"I'm sorry, I don't buy it," tweeted former Italian Premier Enrico Letta.
Egypt's Interior Ministry said yesterday that police found ID cards and other personal belongings of Giulio Regeni during a search of a house connected to a gang that specializes in abducting foreigners while posing as policemen. Four gang members were killed in a gunfight, the statement said.
There was no official Italian response, despite the clamor that the Regeni case has sparked since the 28-year-old researcher disappeared Jan. 25, the fifth anniversary of the 2011 uprising when police were heavily deployed across Cairo.
Italy's state-run RAI and Italian politicians questioned the latest Egyptian scenario and demanded the truth.

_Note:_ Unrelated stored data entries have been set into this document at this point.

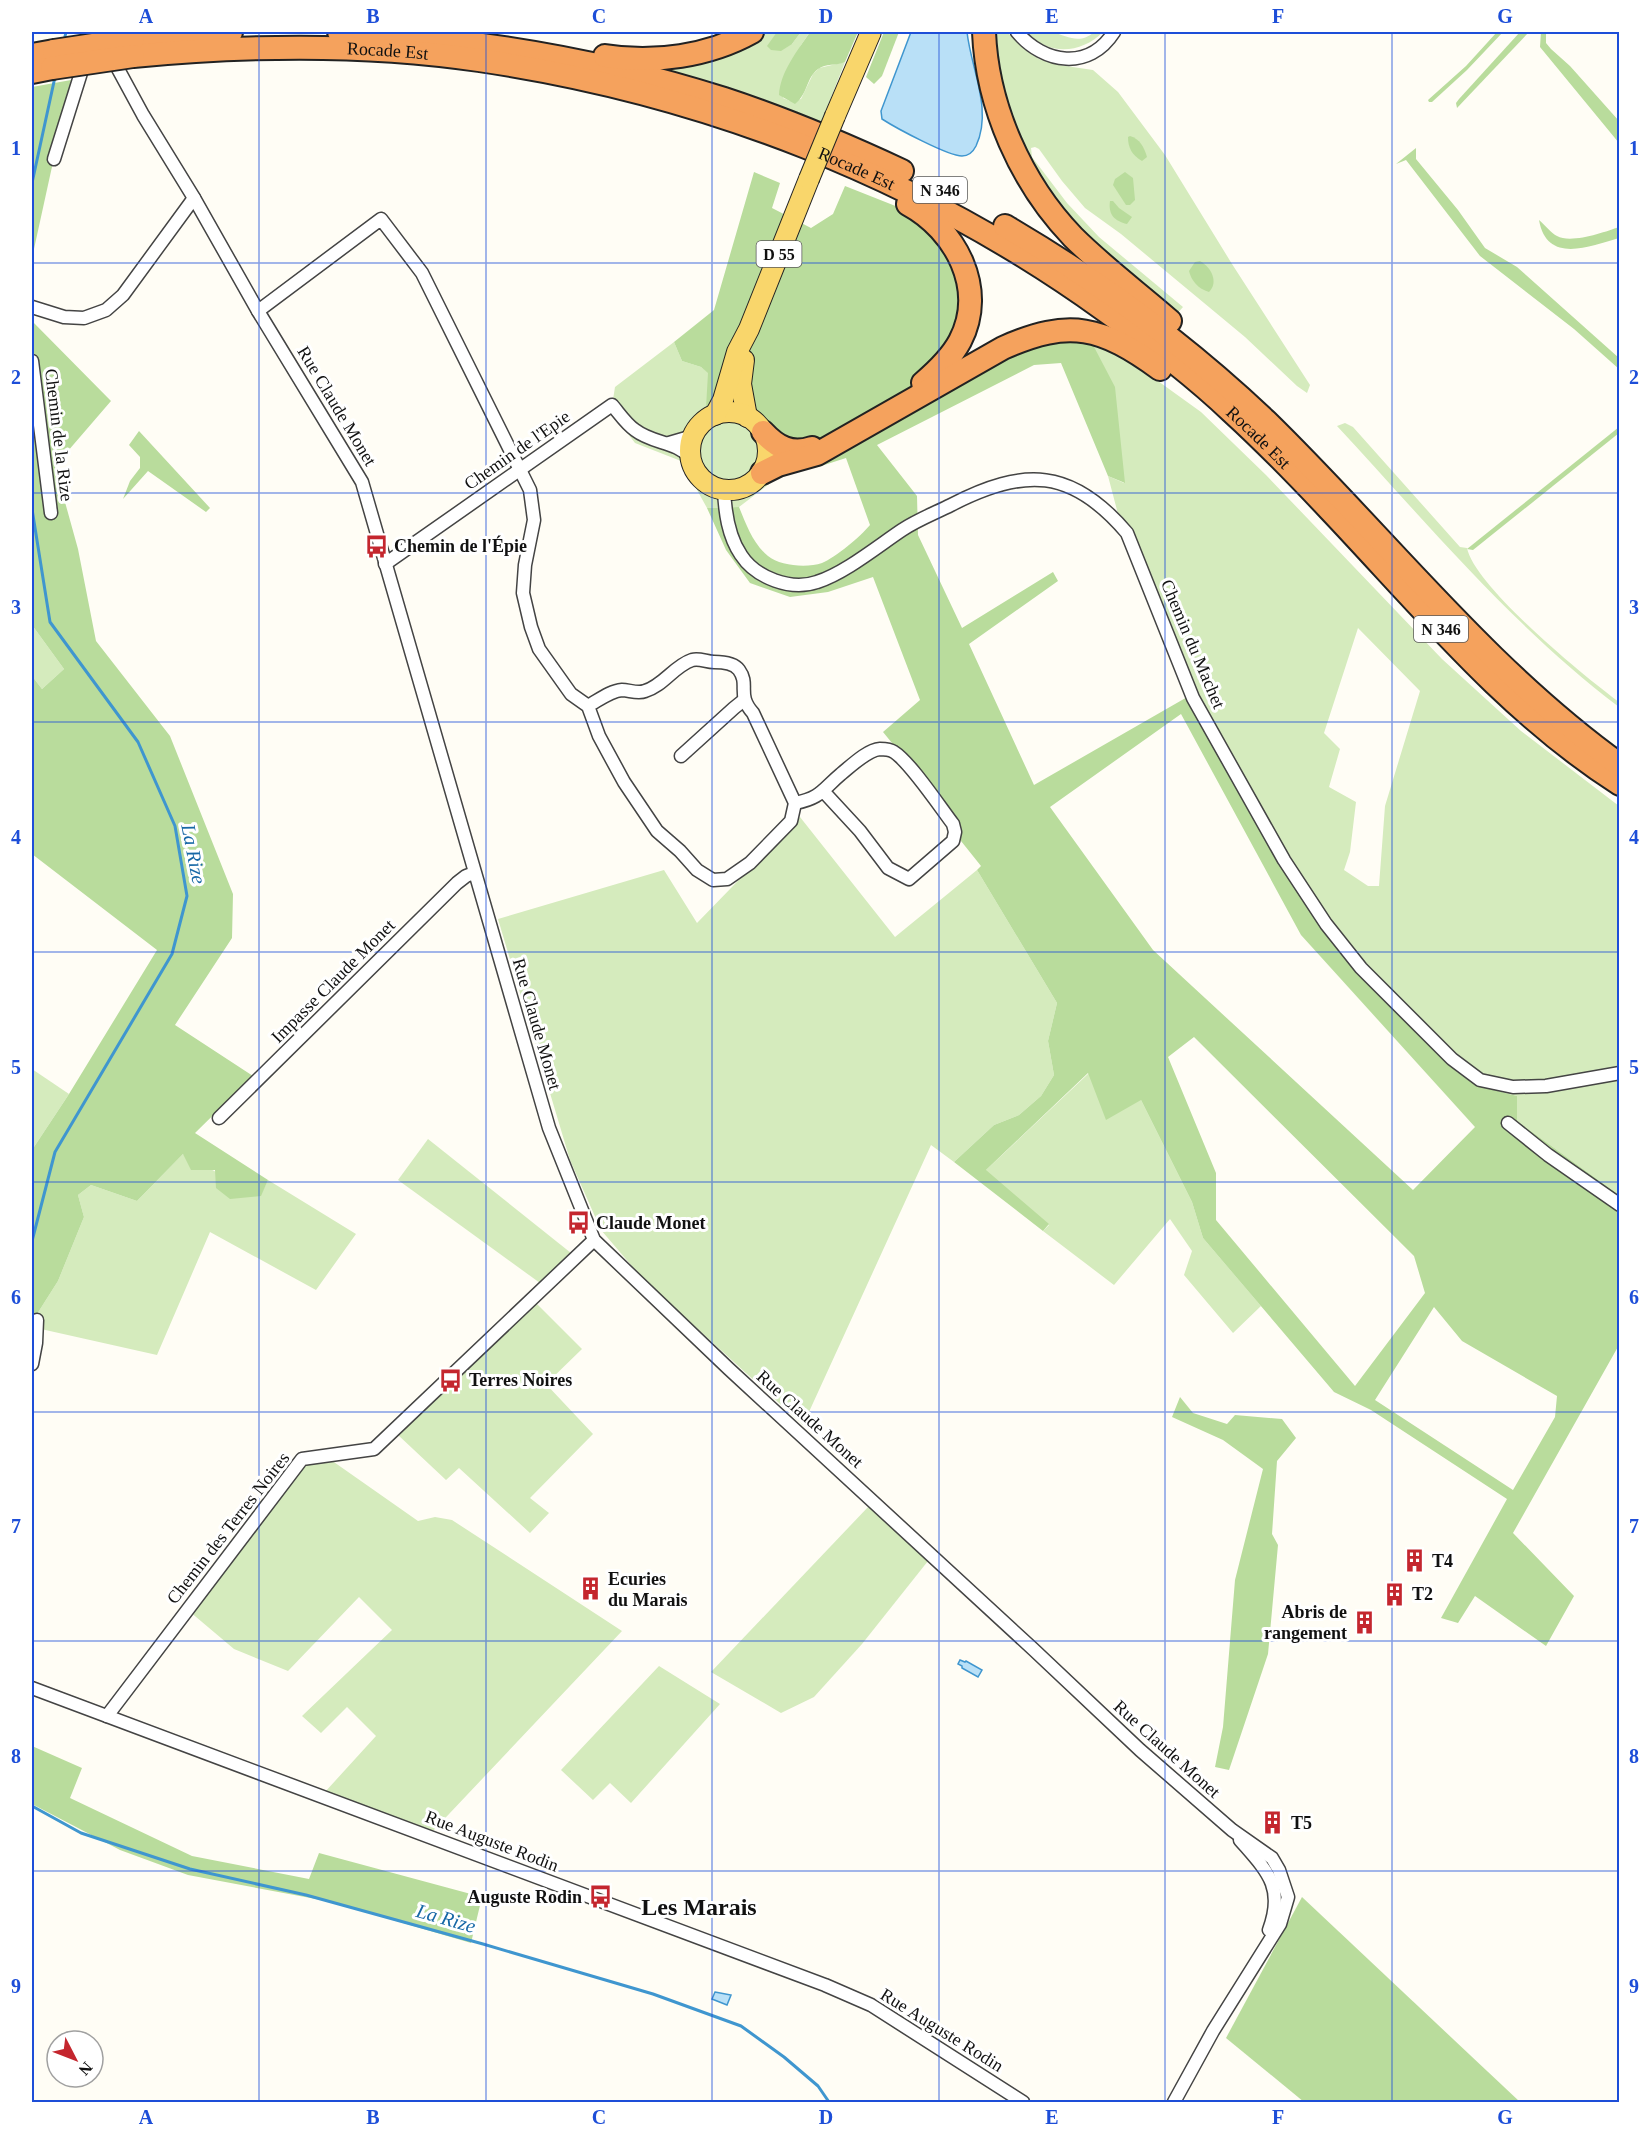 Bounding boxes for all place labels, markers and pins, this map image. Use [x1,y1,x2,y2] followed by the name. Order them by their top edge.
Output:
[363,533,389,559] bus stop icon: Chemin de l'Épie
[394,535,527,556] place label: Chemin de l'Épie
[565,1210,591,1236] bus stop icon: Claude Monet
[596,1213,706,1233] place label: Claude Monet
[438,1367,464,1393] bus stop icon: Terres Noires
[469,1370,572,1390] place label: Terres Noires
[1401,1548,1427,1574] building icon: T4
[1432,1551,1453,1571] place label: T4
[608,1569,688,1610] place label: Ecuries du Marais
[577,1576,603,1602] building icon: Ecuries du Marais
[1381,1581,1407,1607] building icon: T2
[1412,1584,1433,1604] place label: T2
[1264,1602,1347,1643] place label: Abris de rangement
[1352,1609,1378,1635] building icon: Abris de rangement
[1260,1810,1286,1836] building icon: T5
[1291,1813,1312,1833] place label: T5
[587,1884,613,1910] bus stop icon: Auguste Rodin
[467,1887,582,1907] place label: Auguste Rodin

"There's no explanation for why ordinary criminals, whose alleged objective was a robbery or ransom, would have inflicted such cruelty that is used only by torture professionals," said Pia Locatelli, head of the lower chamber's human rights committee. "And there's no explanation why they would have kept his documents, miraculously found, rather than immediately getting rid of such a shocking proof of their crime."
Lawmaker Francesco Ferrara, a member of parliament's Copasir security committee, said the Egyptian theory left too many questions unanswered, including why Regeni had been detained for days before being killed.
The doubts weren't confined to Italy.
In Egypt, prominent activist Wael Ghoneim, one of the top activists of the uprising and an anti-police torture advocate, said the Egyptian theory was "very cute."
"So after they kidnapped Regeni and tortured him to death, they kept his passport, university ID in their house as a souvenir," he wrote on Facebook.
Rabab el-Mahdi, one of Regeni's friends and a university professor, said she was "sad, angry, and speechless regarding the recent killing of four people on the pretext that they killed Giulio.